**WORK ITEM:** In the entries that follow, the lines from the one with "for (let i = 2;" through the one with "c.translate(x, y);" are the ones to write out, exactly and with both ends included. Nothing else should appear.

-=-=-=-=-

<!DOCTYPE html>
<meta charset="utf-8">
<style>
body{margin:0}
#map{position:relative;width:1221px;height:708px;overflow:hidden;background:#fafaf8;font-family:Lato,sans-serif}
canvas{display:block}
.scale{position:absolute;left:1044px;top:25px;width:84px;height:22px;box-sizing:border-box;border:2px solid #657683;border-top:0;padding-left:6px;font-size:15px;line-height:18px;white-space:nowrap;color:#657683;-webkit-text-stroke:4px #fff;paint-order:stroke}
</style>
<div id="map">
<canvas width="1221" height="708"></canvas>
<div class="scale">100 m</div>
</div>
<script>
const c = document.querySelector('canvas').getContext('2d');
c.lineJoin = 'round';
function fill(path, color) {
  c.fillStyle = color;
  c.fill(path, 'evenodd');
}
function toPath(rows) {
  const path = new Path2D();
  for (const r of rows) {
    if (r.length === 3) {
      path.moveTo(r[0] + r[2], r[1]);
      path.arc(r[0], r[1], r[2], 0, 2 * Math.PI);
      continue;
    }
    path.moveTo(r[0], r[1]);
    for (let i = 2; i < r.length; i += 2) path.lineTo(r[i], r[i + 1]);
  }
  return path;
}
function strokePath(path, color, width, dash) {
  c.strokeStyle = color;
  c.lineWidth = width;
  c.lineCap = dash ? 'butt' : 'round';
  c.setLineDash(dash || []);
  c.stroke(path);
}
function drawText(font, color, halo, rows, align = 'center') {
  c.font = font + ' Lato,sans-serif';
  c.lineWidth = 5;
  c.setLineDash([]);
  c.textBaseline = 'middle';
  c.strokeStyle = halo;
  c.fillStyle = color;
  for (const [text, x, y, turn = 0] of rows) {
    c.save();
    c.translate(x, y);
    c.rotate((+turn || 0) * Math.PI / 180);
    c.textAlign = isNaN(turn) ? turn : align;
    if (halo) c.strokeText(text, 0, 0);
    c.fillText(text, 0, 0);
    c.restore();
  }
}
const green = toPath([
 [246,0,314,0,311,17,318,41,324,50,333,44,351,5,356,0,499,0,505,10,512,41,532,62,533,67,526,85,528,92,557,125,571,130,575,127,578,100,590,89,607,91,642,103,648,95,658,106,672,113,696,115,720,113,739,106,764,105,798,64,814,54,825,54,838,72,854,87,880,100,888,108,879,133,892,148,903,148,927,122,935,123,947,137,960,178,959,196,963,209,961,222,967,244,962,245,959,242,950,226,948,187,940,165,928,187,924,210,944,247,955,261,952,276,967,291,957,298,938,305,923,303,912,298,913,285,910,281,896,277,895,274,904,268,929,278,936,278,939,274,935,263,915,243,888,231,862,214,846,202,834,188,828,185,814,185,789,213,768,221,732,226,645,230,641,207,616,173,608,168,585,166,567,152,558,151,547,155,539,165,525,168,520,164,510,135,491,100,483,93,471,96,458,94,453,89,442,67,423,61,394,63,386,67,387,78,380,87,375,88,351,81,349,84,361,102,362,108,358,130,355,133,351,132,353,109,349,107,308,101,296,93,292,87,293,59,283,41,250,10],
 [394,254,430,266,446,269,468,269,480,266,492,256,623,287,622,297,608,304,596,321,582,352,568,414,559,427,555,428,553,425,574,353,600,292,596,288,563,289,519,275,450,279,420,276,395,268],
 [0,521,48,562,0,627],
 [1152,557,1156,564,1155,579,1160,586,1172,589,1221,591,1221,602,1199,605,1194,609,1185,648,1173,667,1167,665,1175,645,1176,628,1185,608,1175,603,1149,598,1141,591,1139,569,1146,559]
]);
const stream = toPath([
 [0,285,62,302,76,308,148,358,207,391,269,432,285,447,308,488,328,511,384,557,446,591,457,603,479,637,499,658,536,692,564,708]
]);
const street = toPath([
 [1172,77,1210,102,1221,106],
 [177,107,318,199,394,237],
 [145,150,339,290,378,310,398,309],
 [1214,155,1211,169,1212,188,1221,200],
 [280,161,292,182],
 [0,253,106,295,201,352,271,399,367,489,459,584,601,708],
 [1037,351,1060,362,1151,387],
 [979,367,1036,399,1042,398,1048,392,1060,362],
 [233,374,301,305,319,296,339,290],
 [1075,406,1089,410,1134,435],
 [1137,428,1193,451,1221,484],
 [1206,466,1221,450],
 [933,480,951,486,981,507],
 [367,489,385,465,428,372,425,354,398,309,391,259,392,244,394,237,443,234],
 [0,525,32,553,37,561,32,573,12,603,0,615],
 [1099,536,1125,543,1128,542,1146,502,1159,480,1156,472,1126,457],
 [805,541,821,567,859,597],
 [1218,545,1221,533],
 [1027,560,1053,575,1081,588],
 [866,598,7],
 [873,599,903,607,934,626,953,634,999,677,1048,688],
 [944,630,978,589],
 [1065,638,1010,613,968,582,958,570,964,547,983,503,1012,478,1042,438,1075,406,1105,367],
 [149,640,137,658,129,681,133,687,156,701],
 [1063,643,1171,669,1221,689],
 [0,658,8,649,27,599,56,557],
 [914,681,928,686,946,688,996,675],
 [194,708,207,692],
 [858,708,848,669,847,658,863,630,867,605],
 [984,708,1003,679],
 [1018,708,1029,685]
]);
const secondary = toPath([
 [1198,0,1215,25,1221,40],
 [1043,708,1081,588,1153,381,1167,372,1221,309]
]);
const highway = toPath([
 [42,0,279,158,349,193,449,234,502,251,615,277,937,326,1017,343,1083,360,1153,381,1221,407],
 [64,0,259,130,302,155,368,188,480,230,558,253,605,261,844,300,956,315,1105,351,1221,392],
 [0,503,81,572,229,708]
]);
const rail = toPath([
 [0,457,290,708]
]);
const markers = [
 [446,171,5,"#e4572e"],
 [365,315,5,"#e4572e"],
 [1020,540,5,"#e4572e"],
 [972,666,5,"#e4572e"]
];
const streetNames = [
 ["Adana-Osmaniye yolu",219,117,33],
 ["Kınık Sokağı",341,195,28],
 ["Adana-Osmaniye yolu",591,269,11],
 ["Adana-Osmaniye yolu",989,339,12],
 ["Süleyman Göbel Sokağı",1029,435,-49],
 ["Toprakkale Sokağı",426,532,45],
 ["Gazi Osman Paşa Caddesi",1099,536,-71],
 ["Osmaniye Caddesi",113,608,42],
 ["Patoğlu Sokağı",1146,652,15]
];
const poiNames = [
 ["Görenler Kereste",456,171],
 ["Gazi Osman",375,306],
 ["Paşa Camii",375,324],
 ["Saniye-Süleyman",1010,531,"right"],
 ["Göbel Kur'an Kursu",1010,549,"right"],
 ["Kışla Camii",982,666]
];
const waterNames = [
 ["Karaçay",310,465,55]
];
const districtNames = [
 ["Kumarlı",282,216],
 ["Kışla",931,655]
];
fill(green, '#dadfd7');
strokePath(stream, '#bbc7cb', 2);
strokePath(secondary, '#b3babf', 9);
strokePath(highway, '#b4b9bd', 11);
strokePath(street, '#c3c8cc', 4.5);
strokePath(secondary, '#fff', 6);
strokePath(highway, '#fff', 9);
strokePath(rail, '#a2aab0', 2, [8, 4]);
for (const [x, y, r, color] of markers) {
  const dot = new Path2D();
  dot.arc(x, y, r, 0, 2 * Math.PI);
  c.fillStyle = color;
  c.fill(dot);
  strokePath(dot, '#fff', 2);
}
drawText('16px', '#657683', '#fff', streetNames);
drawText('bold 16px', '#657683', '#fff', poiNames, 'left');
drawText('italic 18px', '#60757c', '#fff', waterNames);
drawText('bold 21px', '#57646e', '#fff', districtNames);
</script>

-=-=-=-=-

**SOLUTION TO THE EXERCISE:**
    for (let i = 2; i < r.length; i += 2) path.lineTo(r[i], r[i + 1]);
  }
  return path;
}
function strokePath(path, color, width, dash) {
  c.strokeStyle = color;
  c.lineWidth = width;
  c.lineCap = dash ? 'butt' : 'round';
  c.setLineDash(dash || []);
  c.stroke(path);
}
function drawText(font, color, halo, rows, align = 'center') {
  c.font = font + ' Lato,sans-serif';
  c.lineWidth = 5;
  c.setLineDash([]);
  c.textBaseline = 'middle';
  c.strokeStyle = halo;
  c.fillStyle = color;
  for (const [text, x, y, turn = 0] of rows) {
    c.save();
    c.translate(x, y);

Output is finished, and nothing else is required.